Ambiente probabilmente già esistente e risalente all’antico monastero basiliano di San Pancrazio, le antiche cucine devono il loro aspetto attuale ai lavori eseguiti dal Conte Paolo Ruffo nel 1543.
Si tratta di un ambiente di forma rettangolare, situato al di sotto dell’attuale piano di calpestio, con due aperture verso l’esterno, la prima delle quali molto più ampia della seconda.
Sul pavimento vi sono delle aperture che consentivano di attingere l’acqua che si trovava nell’antica cisterna sottostante, dove l’acqua piovana veniva fatta convogliare grazie ad un sistema di canalizzazione.

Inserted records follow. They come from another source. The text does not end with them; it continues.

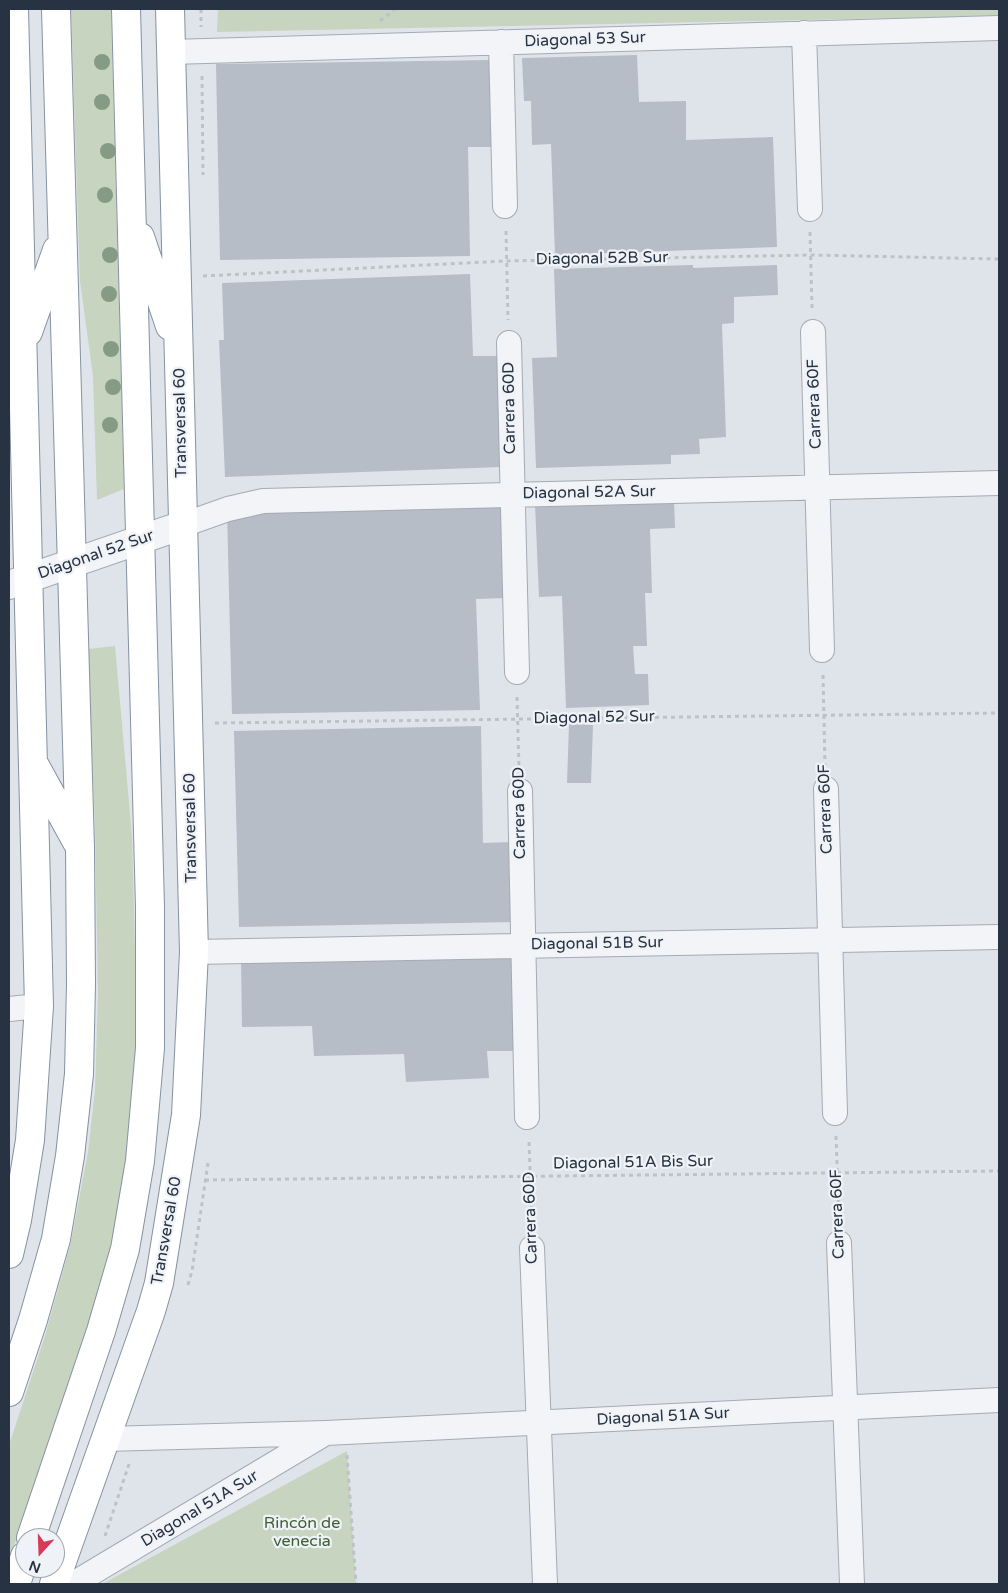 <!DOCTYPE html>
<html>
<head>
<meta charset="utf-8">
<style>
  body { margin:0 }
  #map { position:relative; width:1008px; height:1593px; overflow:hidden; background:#dfe4ea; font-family:"Varela Round",sans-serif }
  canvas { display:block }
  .frame { position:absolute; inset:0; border:10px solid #273242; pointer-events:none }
  .north { position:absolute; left:15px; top:1528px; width:50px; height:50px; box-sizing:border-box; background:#eff3f7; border:1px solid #9fa6af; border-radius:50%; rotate:200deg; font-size:14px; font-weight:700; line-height:20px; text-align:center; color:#273242 }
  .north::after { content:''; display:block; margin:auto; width:18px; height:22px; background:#d93a58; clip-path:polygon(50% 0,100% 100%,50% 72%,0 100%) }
</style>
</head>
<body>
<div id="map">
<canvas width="1008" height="1593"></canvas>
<div class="frame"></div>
<div class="north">N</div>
</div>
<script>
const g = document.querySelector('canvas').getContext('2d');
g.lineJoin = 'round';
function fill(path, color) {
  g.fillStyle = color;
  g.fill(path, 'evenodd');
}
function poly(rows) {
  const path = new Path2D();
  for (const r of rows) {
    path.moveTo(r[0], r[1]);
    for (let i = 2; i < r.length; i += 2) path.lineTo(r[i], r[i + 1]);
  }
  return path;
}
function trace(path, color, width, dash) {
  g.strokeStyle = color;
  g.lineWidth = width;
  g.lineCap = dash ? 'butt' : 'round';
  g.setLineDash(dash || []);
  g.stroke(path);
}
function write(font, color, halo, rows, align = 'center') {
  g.font = font + ' "Varela Round",sans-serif';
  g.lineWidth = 4.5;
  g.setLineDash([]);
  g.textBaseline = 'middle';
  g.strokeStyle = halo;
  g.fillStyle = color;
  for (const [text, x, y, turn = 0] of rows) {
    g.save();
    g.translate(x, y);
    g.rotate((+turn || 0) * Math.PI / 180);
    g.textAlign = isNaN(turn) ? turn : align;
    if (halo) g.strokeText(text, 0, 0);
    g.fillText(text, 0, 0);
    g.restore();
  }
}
const green = poly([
  [71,9,111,9,124,489,97,500,93,376,80,281],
  [218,9,999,9,999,16,217,32],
  [115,646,132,836,137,1020,130,1138,116,1226,87,1336,9,1560,9,1445,45,1336,71,1242,88,1152,95,1090,98,994,95,826,88,649],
  [347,1451,356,1584,104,1584,104,1583]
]);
const building = poly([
  [637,55,639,102,686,101,686,140,773,137,777,247,555,255,551,144,532,145,531,101,524,101,522,58],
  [491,60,493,147,468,147,470,256,220,260,216,64],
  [693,265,693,268,777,265,778,295,734,297,734,323,722,324,726,437,699,439,700,454,671,455,671,464,536,468,532,358,557,357,554,269],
  [470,274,473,356,497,356,501,467,225,477,219,340,224,340,222,283],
  [674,499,675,528,650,529,652,593,645,593,647,646,633,646,635,674,648,674,649,705,566,708,562,596,539,597,535,504],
  [503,505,506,598,476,599,480,710,232,714,227,511],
  [569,724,593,725,591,783,567,783],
  [481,726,483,843,512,842,514,922,239,927,234,731],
  [515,955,517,1051,487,1051,489,1078,406,1082,404,1054,314,1056,312,1026,242,1027,241,959]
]);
const path = poly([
  [201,9,201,27],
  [380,21,395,9],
  [202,76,203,175],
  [506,231,508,320],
  [810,232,812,308],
  [203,276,506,261,811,255,999,259],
  [823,675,825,766],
  [517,697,519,768],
  [215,723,999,713],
  [836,1136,839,1220],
  [529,1142,532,1225],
  [205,1180,999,1171],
  [188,1285,192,1271,208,1163],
  [347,1455,356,1584],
  [105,1536,129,1464]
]);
const minor = poly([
  [804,33,810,209],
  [501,42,505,206],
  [171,52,999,28],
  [813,332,822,650],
  [509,343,517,672],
  [183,525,228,509,263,501,999,483],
  [826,789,835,1113],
  [520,791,527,1117],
  [194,952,999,937],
  [9,1009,39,1006],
  [839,1243,852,1584],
  [532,1248,545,1584],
  [105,1439,326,1433,999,1400],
  [73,1584,324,1434]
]);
const tertiary = poly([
  [9,585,183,525]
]);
const trunk = poly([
  [140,237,170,326],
  [28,332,57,250],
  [34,764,77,842],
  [9,1254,17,1220,30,1140,39,1006,14,9],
  [9,1392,33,1320,56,1239,70,1156,79,1074,81,984,80,847,56,9],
  [31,1538,101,1331,125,1249,140,1161,150,1048,150,907,126,9],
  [16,1584,25,1556],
  [54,1584,151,1311,159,1283,186,1115,194,952,170,9]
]);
const trees = [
  [102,62],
  [102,102],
  [108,151],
  [105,195],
  [110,255],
  [109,294],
  [111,349],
  [113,387],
  [110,425]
];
const streetNames = [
  ["Diagonal 53 Sur",585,40,-2],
  ["Diagonal 52B Sur",602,259,-1],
  ["Carrera 60F",815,404,-92],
  ["Carrera 60D",510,408,-91],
  ["Transversal 60",181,423,-91],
  ["Diagonal 52A Sur",589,493,-1],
  ["Diagonal 52 Sur",96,555,-19],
  ["Diagonal 52 Sur",594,718,-1],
  ["Carrera 60F",826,809,-92],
  ["Carrera 60D",520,813,-91],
  ["Transversal 60",191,828,-91],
  ["Diagonal 51B Sur",597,944,-1],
  ["Diagonal 51A Bis Sur",633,1163,-1],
  ["Carrera 60F",838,1214,-92],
  ["Carrera 60D",531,1218,-92],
  ["Transversal 60",167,1231,-80],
  ["Diagonal 51A Sur",663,1417,-3],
  ["Diagonal 51A Sur",200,1509,-31]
];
const parkNames = [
  ["Rincón de",302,1524],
  ["venecia",302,1542]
];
fill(green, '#c6d4c0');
fill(building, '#b6bdc7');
trace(minor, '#a4abb4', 26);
trace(tertiary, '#a4abb4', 30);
trace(trunk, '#8592a1', 30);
trace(path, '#bdc2c9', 3, [4, 4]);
trace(minor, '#f2f4f8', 24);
trace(tertiary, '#f2f4f8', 28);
trace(trunk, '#fff', 28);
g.fillStyle = '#869b85';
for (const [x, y] of trees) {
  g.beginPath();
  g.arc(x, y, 8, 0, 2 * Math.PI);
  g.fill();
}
write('16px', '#273242', '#eff3f7', streetNames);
write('16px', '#3d5f33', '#eff3f7', parkNames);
</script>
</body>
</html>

In passato queste cucine costituivano il piano interrato del Palazzo del Principe di Scilla, residenza dei Ruffo.
Lasciato il feudo la famiglia Ruffo, gli ambienti soprastanti, appartenenti all’antico palazzo, vennero adibiti ad alloggio per i soldati durante l’occupazione francese (1806-1814).
Il terremoto del 1908 danneggiò tali costruzioni, che vennero poi completamente demolite a seguito della realizzazione del faro, perché ostruivano il fascio di luce da esso emanato.
La stanza venne riportata alla luce e restaurata durante la campagna di scavi effettuata a metà degli anni ’80 del secolo scorso.